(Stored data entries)
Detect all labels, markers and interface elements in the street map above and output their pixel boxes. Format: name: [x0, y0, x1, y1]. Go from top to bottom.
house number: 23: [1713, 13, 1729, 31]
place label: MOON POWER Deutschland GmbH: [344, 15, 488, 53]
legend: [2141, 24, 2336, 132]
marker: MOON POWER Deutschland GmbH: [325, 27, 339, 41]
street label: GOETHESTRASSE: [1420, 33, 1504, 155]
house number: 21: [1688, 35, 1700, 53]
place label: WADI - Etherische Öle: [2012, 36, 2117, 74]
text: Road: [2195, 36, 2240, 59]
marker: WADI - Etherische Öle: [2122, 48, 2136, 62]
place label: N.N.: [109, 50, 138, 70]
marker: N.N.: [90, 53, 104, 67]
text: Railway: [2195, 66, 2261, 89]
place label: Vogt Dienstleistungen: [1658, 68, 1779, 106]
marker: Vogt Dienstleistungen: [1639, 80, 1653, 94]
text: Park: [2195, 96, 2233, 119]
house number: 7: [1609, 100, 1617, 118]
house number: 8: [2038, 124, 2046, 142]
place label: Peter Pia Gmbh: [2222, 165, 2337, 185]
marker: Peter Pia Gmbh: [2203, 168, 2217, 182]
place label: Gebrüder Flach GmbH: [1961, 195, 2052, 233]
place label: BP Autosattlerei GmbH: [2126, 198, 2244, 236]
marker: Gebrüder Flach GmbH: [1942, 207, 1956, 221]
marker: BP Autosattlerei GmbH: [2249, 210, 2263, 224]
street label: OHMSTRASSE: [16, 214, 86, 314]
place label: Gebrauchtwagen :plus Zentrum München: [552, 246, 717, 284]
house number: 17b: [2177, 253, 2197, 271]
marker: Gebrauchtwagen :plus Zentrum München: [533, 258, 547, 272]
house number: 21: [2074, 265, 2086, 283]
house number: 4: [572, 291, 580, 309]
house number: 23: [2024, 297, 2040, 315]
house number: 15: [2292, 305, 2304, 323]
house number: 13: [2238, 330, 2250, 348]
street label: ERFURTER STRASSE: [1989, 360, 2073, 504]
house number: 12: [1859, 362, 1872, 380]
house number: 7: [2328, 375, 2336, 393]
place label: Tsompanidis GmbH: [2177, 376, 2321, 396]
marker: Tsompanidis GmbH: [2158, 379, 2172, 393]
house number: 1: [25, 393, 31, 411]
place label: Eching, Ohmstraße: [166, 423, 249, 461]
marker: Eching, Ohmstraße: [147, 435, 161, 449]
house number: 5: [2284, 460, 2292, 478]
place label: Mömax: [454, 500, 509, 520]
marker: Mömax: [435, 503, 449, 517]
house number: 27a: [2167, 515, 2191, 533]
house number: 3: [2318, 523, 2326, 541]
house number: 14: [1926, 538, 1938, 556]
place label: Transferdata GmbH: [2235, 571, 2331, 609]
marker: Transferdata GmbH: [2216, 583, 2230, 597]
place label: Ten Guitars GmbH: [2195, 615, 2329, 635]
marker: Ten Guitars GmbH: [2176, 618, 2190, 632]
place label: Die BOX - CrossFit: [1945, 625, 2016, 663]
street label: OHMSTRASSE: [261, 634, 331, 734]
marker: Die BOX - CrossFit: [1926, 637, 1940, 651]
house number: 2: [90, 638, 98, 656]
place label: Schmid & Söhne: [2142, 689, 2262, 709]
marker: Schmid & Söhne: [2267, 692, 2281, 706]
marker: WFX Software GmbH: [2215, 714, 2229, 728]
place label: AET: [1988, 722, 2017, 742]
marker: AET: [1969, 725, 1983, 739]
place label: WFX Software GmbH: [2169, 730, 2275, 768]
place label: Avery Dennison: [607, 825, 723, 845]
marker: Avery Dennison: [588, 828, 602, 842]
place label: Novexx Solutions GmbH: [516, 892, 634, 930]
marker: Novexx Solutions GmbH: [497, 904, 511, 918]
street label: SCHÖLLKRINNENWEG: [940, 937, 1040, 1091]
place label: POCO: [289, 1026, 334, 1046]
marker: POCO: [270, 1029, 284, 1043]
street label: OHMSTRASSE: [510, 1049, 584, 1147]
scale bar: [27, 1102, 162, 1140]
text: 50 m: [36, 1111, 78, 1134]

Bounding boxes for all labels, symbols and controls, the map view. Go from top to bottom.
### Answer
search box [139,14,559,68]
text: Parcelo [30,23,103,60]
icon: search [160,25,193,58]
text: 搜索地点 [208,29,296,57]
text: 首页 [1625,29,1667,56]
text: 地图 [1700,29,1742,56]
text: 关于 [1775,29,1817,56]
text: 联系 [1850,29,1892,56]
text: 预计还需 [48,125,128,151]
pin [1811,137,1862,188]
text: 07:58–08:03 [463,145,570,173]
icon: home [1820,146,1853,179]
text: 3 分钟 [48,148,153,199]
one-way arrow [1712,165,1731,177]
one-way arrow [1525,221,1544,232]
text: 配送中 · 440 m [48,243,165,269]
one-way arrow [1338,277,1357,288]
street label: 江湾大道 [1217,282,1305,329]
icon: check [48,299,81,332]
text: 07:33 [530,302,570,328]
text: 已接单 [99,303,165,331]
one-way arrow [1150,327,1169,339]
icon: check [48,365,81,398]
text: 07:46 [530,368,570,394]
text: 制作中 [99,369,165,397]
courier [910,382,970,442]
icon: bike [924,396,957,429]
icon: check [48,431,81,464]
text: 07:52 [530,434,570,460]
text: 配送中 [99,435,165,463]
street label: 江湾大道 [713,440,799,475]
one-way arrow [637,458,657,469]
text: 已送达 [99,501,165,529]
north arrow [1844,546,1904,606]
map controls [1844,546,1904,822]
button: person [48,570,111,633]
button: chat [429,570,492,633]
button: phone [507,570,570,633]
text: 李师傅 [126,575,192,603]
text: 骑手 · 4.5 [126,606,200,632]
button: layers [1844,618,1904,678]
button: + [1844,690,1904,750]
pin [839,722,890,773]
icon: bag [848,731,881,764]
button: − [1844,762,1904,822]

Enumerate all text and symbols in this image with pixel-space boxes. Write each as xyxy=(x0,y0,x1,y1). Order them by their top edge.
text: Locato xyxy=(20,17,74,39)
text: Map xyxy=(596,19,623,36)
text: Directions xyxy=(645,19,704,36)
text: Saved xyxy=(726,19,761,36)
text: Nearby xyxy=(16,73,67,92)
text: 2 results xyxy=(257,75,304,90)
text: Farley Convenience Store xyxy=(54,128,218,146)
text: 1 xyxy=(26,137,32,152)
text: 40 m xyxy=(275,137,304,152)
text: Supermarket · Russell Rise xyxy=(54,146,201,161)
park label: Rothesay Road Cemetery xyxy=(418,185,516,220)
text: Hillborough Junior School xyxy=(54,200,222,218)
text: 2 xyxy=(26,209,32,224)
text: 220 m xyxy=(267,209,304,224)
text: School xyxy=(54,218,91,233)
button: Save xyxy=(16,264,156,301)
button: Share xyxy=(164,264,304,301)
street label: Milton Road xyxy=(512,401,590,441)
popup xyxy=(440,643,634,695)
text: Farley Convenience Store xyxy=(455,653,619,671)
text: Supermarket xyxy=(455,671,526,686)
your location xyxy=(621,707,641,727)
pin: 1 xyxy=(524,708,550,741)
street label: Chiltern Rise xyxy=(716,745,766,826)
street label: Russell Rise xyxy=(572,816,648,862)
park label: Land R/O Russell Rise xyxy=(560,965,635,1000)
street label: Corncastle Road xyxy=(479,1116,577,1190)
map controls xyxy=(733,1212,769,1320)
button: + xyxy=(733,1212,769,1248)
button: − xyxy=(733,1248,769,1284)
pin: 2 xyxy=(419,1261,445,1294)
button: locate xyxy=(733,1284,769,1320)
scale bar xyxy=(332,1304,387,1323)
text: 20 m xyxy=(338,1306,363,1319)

→ **Directions**: Write out the records again, exactly as given.

→ **Answer section**:
Detect all labels, markers and interface elements in the street map above and output their pixel boxes. Format: name: [x0, y0, x1, y1]. Go from top to bottom.
house number: 23: [1713, 13, 1729, 31]
place label: MOON POWER Deutschland GmbH: [344, 15, 488, 53]
legend: [2141, 24, 2336, 132]
marker: MOON POWER Deutschland GmbH: [325, 27, 339, 41]
street label: GOETHESTRASSE: [1420, 33, 1504, 155]
house number: 21: [1688, 35, 1700, 53]
place label: WADI - Etherische Öle: [2012, 36, 2117, 74]
text: Road: [2195, 36, 2240, 59]
marker: WADI - Etherische Öle: [2122, 48, 2136, 62]
place label: N.N.: [109, 50, 138, 70]
marker: N.N.: [90, 53, 104, 67]
text: Railway: [2195, 66, 2261, 89]
place label: Vogt Dienstleistungen: [1658, 68, 1779, 106]
marker: Vogt Dienstleistungen: [1639, 80, 1653, 94]
text: Park: [2195, 96, 2233, 119]
house number: 7: [1609, 100, 1617, 118]
house number: 8: [2038, 124, 2046, 142]
place label: Peter Pia Gmbh: [2222, 165, 2337, 185]
marker: Peter Pia Gmbh: [2203, 168, 2217, 182]
place label: Gebrüder Flach GmbH: [1961, 195, 2052, 233]
place label: BP Autosattlerei GmbH: [2126, 198, 2244, 236]
marker: Gebrüder Flach GmbH: [1942, 207, 1956, 221]
marker: BP Autosattlerei GmbH: [2249, 210, 2263, 224]
street label: OHMSTRASSE: [16, 214, 86, 314]
place label: Gebrauchtwagen :plus Zentrum München: [552, 246, 717, 284]
house number: 17b: [2177, 253, 2197, 271]
marker: Gebrauchtwagen :plus Zentrum München: [533, 258, 547, 272]
house number: 21: [2074, 265, 2086, 283]
house number: 4: [572, 291, 580, 309]
house number: 23: [2024, 297, 2040, 315]
house number: 15: [2292, 305, 2304, 323]
house number: 13: [2238, 330, 2250, 348]
street label: ERFURTER STRASSE: [1989, 360, 2073, 504]
house number: 12: [1859, 362, 1872, 380]
house number: 7: [2328, 375, 2336, 393]
place label: Tsompanidis GmbH: [2177, 376, 2321, 396]
marker: Tsompanidis GmbH: [2158, 379, 2172, 393]
house number: 1: [25, 393, 31, 411]
place label: Eching, Ohmstraße: [166, 423, 249, 461]
marker: Eching, Ohmstraße: [147, 435, 161, 449]
house number: 5: [2284, 460, 2292, 478]
place label: Mömax: [454, 500, 509, 520]
marker: Mömax: [435, 503, 449, 517]
house number: 27a: [2167, 515, 2191, 533]
house number: 3: [2318, 523, 2326, 541]
house number: 14: [1926, 538, 1938, 556]
place label: Transferdata GmbH: [2235, 571, 2331, 609]
marker: Transferdata GmbH: [2216, 583, 2230, 597]
place label: Ten Guitars GmbH: [2195, 615, 2329, 635]
marker: Ten Guitars GmbH: [2176, 618, 2190, 632]
place label: Die BOX - CrossFit: [1945, 625, 2016, 663]
street label: OHMSTRASSE: [261, 634, 331, 734]
marker: Die BOX - CrossFit: [1926, 637, 1940, 651]
house number: 2: [90, 638, 98, 656]
place label: Schmid & Söhne: [2142, 689, 2262, 709]
marker: Schmid & Söhne: [2267, 692, 2281, 706]
marker: WFX Software GmbH: [2215, 714, 2229, 728]
place label: AET: [1988, 722, 2017, 742]
marker: AET: [1969, 725, 1983, 739]
place label: WFX Software GmbH: [2169, 730, 2275, 768]
place label: Avery Dennison: [607, 825, 723, 845]
marker: Avery Dennison: [588, 828, 602, 842]
place label: Novexx Solutions GmbH: [516, 892, 634, 930]
marker: Novexx Solutions GmbH: [497, 904, 511, 918]
street label: SCHÖLLKRINNENWEG: [940, 937, 1040, 1091]
place label: POCO: [289, 1026, 334, 1046]
marker: POCO: [270, 1029, 284, 1043]
street label: OHMSTRASSE: [510, 1049, 584, 1147]
scale bar: [27, 1102, 162, 1140]
text: 50 m: [36, 1111, 78, 1134]

Bounding boxes for all labels, symbols and controls, the map view. Go from top to bottom.
### Answer
search box [139,14,559,68]
text: Parcelo [30,23,103,60]
icon: search [160,25,193,58]
text: 搜索地点 [208,29,296,57]
text: 首页 [1625,29,1667,56]
text: 地图 [1700,29,1742,56]
text: 关于 [1775,29,1817,56]
text: 联系 [1850,29,1892,56]
text: 预计还需 [48,125,128,151]
pin [1811,137,1862,188]
text: 07:58–08:03 [463,145,570,173]
icon: home [1820,146,1853,179]
text: 3 分钟 [48,148,153,199]
one-way arrow [1712,165,1731,177]
one-way arrow [1525,221,1544,232]
text: 配送中 · 440 m [48,243,165,269]
one-way arrow [1338,277,1357,288]
street label: 江湾大道 [1217,282,1305,329]
icon: check [48,299,81,332]
text: 07:33 [530,302,570,328]
text: 已接单 [99,303,165,331]
one-way arrow [1150,327,1169,339]
icon: check [48,365,81,398]
text: 07:46 [530,368,570,394]
text: 制作中 [99,369,165,397]
courier [910,382,970,442]
icon: bike [924,396,957,429]
icon: check [48,431,81,464]
text: 07:52 [530,434,570,460]
text: 配送中 [99,435,165,463]
street label: 江湾大道 [713,440,799,475]
one-way arrow [637,458,657,469]
text: 已送达 [99,501,165,529]
north arrow [1844,546,1904,606]
map controls [1844,546,1904,822]
button: person [48,570,111,633]
button: chat [429,570,492,633]
button: phone [507,570,570,633]
text: 李师傅 [126,575,192,603]
text: 骑手 · 4.5 [126,606,200,632]
button: layers [1844,618,1904,678]
button: + [1844,690,1904,750]
pin [839,722,890,773]
icon: bag [848,731,881,764]
button: − [1844,762,1904,822]

Enumerate all text and symbols in this image with pixel-space boxes. Write each as xyxy=(x0,y0,x1,y1). Order them by their top edge.
text: Locato xyxy=(20,17,74,39)
text: Map xyxy=(596,19,623,36)
text: Directions xyxy=(645,19,704,36)
text: Saved xyxy=(726,19,761,36)
text: Nearby xyxy=(16,73,67,92)
text: 2 results xyxy=(257,75,304,90)
text: Farley Convenience Store xyxy=(54,128,218,146)
text: 1 xyxy=(26,137,32,152)
text: 40 m xyxy=(275,137,304,152)
text: Supermarket · Russell Rise xyxy=(54,146,201,161)
park label: Rothesay Road Cemetery xyxy=(418,185,516,220)
text: Hillborough Junior School xyxy=(54,200,222,218)
text: 2 xyxy=(26,209,32,224)
text: 220 m xyxy=(267,209,304,224)
text: School xyxy=(54,218,91,233)
button: Save xyxy=(16,264,156,301)
button: Share xyxy=(164,264,304,301)
street label: Milton Road xyxy=(512,401,590,441)
popup xyxy=(440,643,634,695)
text: Farley Convenience Store xyxy=(455,653,619,671)
text: Supermarket xyxy=(455,671,526,686)
your location xyxy=(621,707,641,727)
pin: 1 xyxy=(524,708,550,741)
street label: Chiltern Rise xyxy=(716,745,766,826)
street label: Russell Rise xyxy=(572,816,648,862)
park label: Land R/O Russell Rise xyxy=(560,965,635,1000)
street label: Corncastle Road xyxy=(479,1116,577,1190)
map controls xyxy=(733,1212,769,1320)
button: + xyxy=(733,1212,769,1248)
button: − xyxy=(733,1248,769,1284)
pin: 2 xyxy=(419,1261,445,1294)
button: locate xyxy=(733,1284,769,1320)
scale bar xyxy=(332,1304,387,1323)
text: 20 m xyxy=(338,1306,363,1319)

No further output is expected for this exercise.